Many installations use the default name SYSTEM.DEAD.LETTER.QUEUE created at queue manager creation. DISPLAY QLOCAL(SYSTEM.DEAD.LETTER.QUEUE) shows whether it exists and its attributes. DISPLAY QMGR DEADQ shows whether the queue manager references it. If DEADQ is blank, dead-lettering may not occur when required—verify your platform defaults in IBM documentation for your release. Custom names such as DLQ.MONITOR or DEAD.LETTER.PROD are common in enterprises that segregate environments or feed centralized monitoring tools.

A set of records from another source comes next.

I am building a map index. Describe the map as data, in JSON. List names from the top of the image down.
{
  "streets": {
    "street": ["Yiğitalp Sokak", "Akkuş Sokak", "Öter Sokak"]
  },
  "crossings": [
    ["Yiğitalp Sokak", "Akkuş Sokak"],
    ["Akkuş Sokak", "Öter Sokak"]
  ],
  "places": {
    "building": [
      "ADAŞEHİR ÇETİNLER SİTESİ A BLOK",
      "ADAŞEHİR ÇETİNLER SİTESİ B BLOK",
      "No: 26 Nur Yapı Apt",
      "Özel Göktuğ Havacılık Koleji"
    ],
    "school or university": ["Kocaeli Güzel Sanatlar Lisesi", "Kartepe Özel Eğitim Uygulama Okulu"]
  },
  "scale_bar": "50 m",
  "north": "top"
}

123456789DEFINE QLOCAL('DLQ.MONITOR') REPLACE + MAXDEPTH(100000) + MAXMSGL(4194304) + DEFPSIST(YES) + GET(ENABLED) PUT(ENABLED) + DESCR('Central dead letter - Ops team') ALTER QMGR DEADQ('DLQ.MONITOR') DISPLAY QMGR DEADQ DISPLAY QLOCAL('DLQ.MONITOR') ALL
When an application MQGETs a message and rolls back repeatedly (backout count increases), MQ can move the message to the backout queue named in BOQNAME on that application queue—if configured. That path is about poison messages and consumer failure. DEADQ handles queue-manager-level dead lettering: expiry, message too big for target, put to unknown object in some cases, and similar reason codes described in IBM MQ reason code documentation. A payment queue might have BOQNAME(PAYMENTS.BACKOUT) for bad XML, while the queue manager DEADQ catches routing failures. Operators need both monitors in mature estates.

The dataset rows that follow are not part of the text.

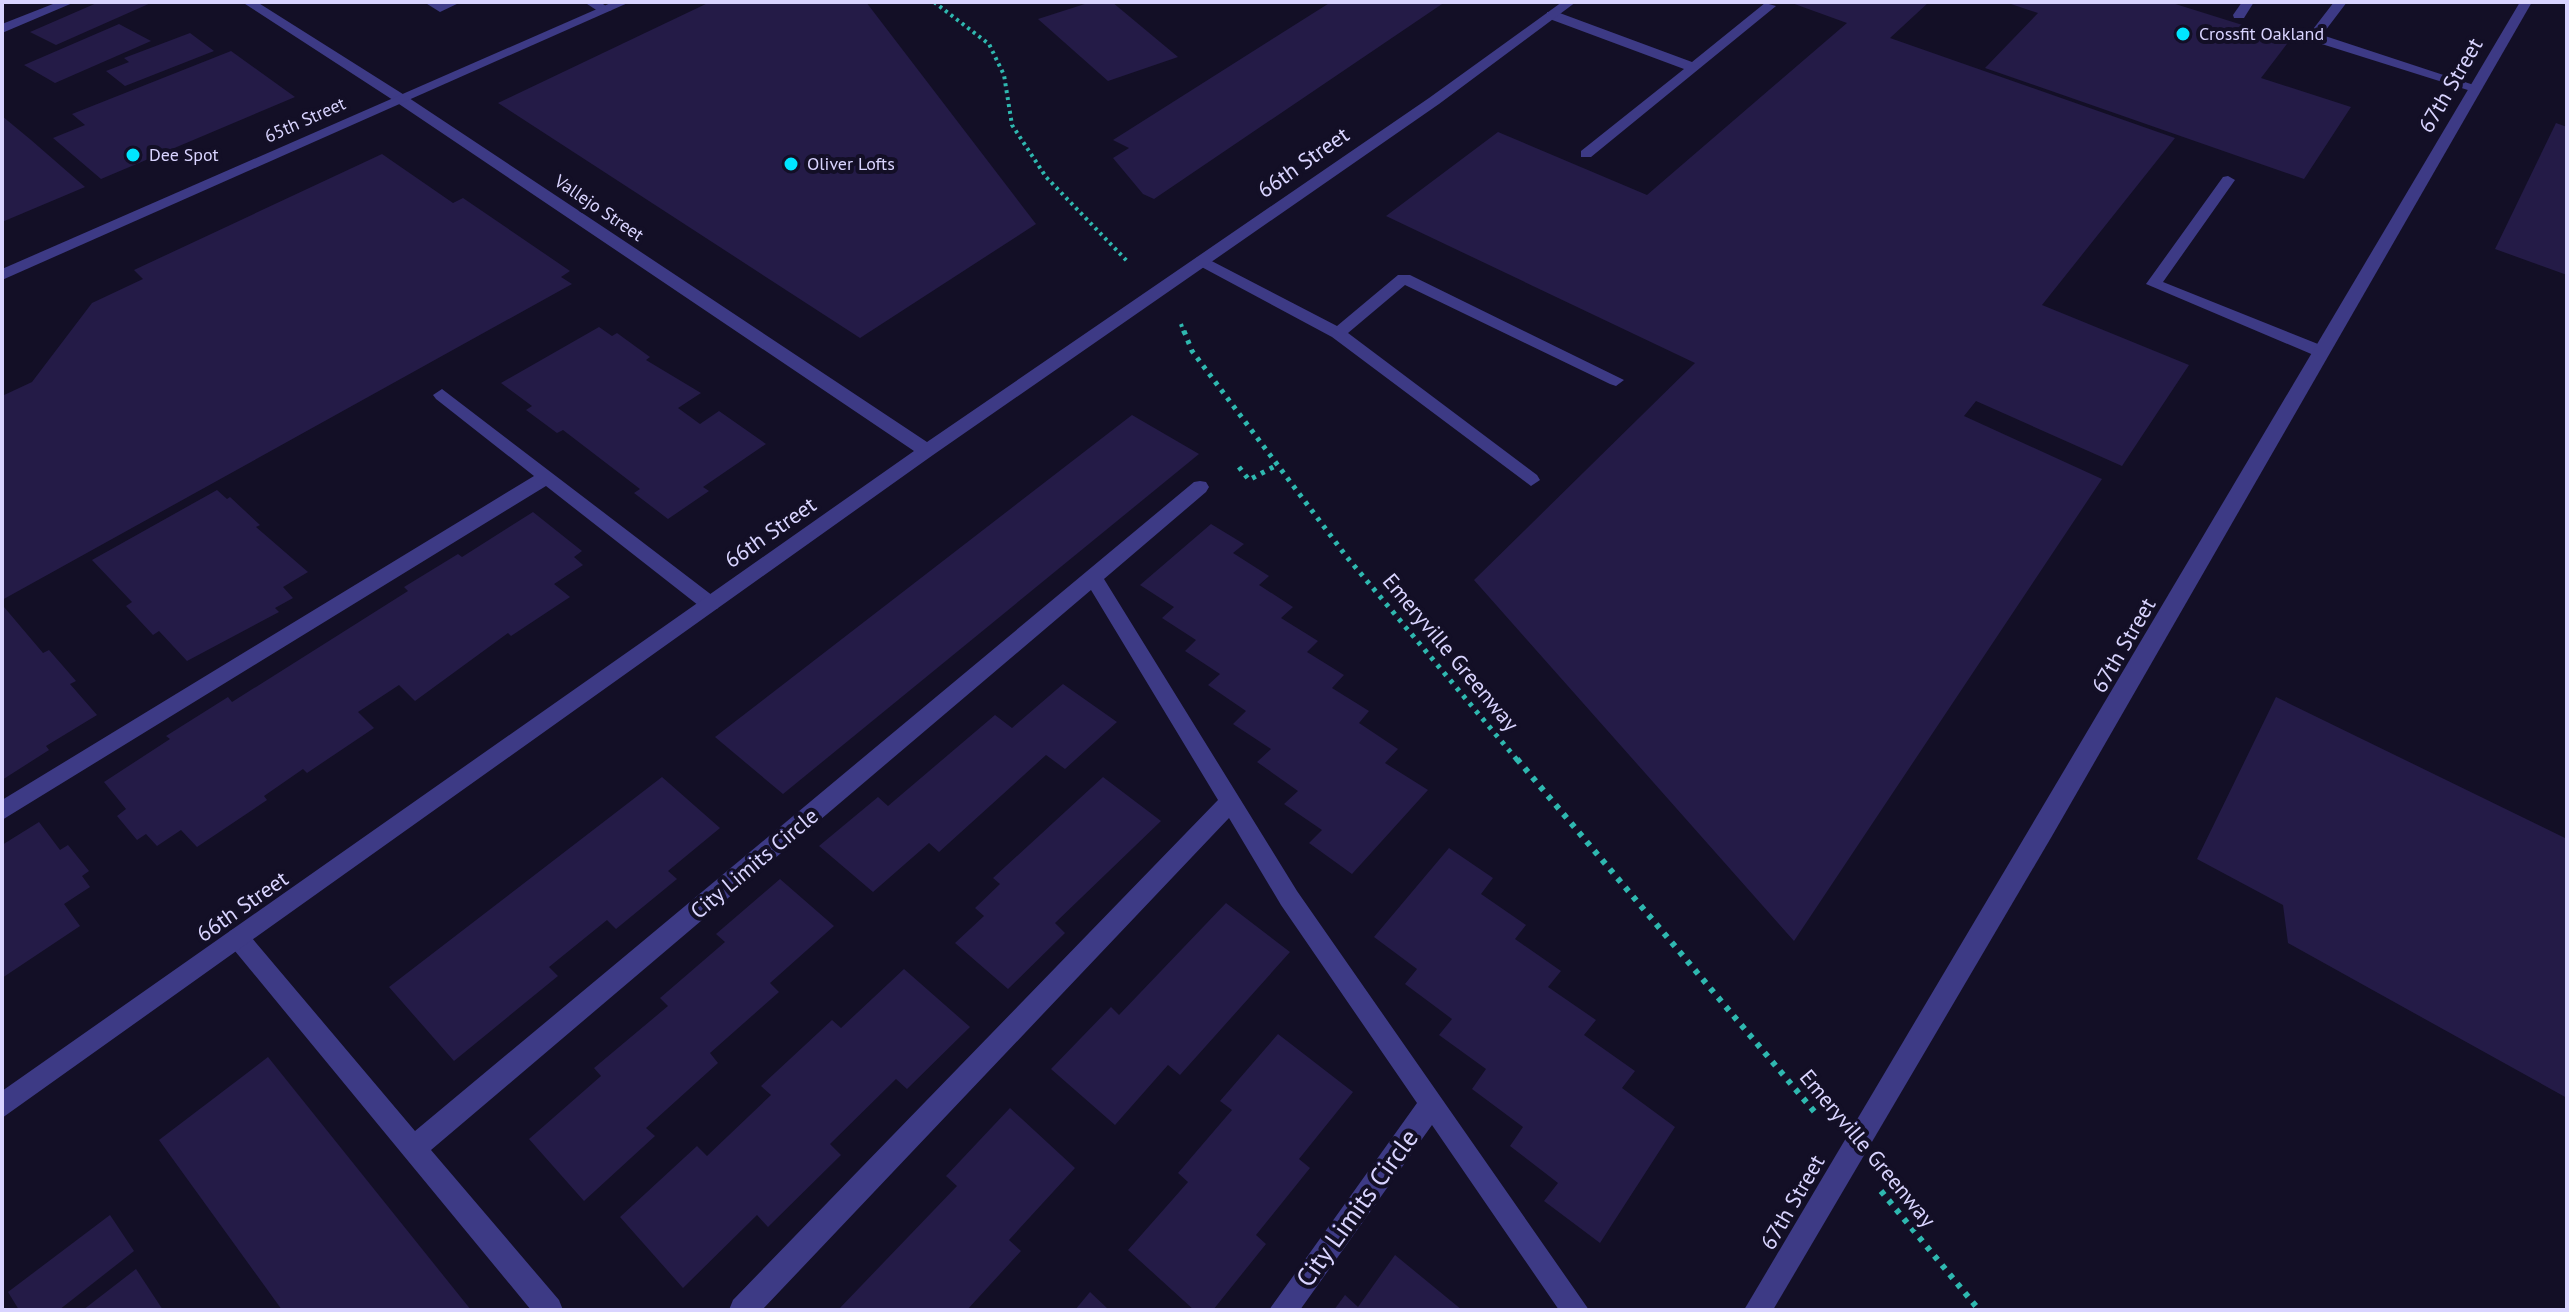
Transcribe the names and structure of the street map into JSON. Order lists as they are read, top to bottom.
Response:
{
  "streets": {
    "street": [
      "67th Street",
      "65th Street",
      "66th Street",
      "Vallejo Street",
      "City Limits Circle"
    ],
    "path": ["Emeryville Greenway"]
  },
  "crossings": [
    ["67th Street", "Emeryville Greenway"],
    ["65th Street", "Vallejo Street"],
    ["66th Street", "Vallejo Street"],
    ["66th Street", "Emeryville Greenway"]
  ],
  "places": ["Crossfit Oakland", "Dee Spot", "Oliver Lofts"]
}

| Item | Dead letter (DEADQ) | Backout (BOQNAME) |
|---|---|---|
| Configured on | Queue manager | Individual QLOCAL |
| Typical trigger | Routing / QM rules | App backout threshold |
| Header | MQDLH common | Original MD often intact |
| Handler | Central ops / tooling | App team replay |
Messages on the DLQ frequently include an MQDLH structure before the original data. Fields such as Reason, DestQ, DestQMgr, PutApplName, and PutDate tell you the intended target and why dead-lettering occurred. Reason 2085 might mean unknown object; other codes point to expiry or length limits. Support teams map Reason to corrective action: fix typo in queue name, increase MAXMSGL, extend expiry, or restart a channel. Requeue tools strip or preserve headers depending on design—beginners should practice on a lab DLQ before touching production.
DLQ messages may contain failed payment payloads, PII, or credentials in error dumps. Restrict GET authority to break-glass roles and automated handlers. Log access for compliance. In regulated industries, retention and purge schedules apply to DLQ depth as they do to business queues. Masking in logs when displaying DLH contents in tickets reduces exposure.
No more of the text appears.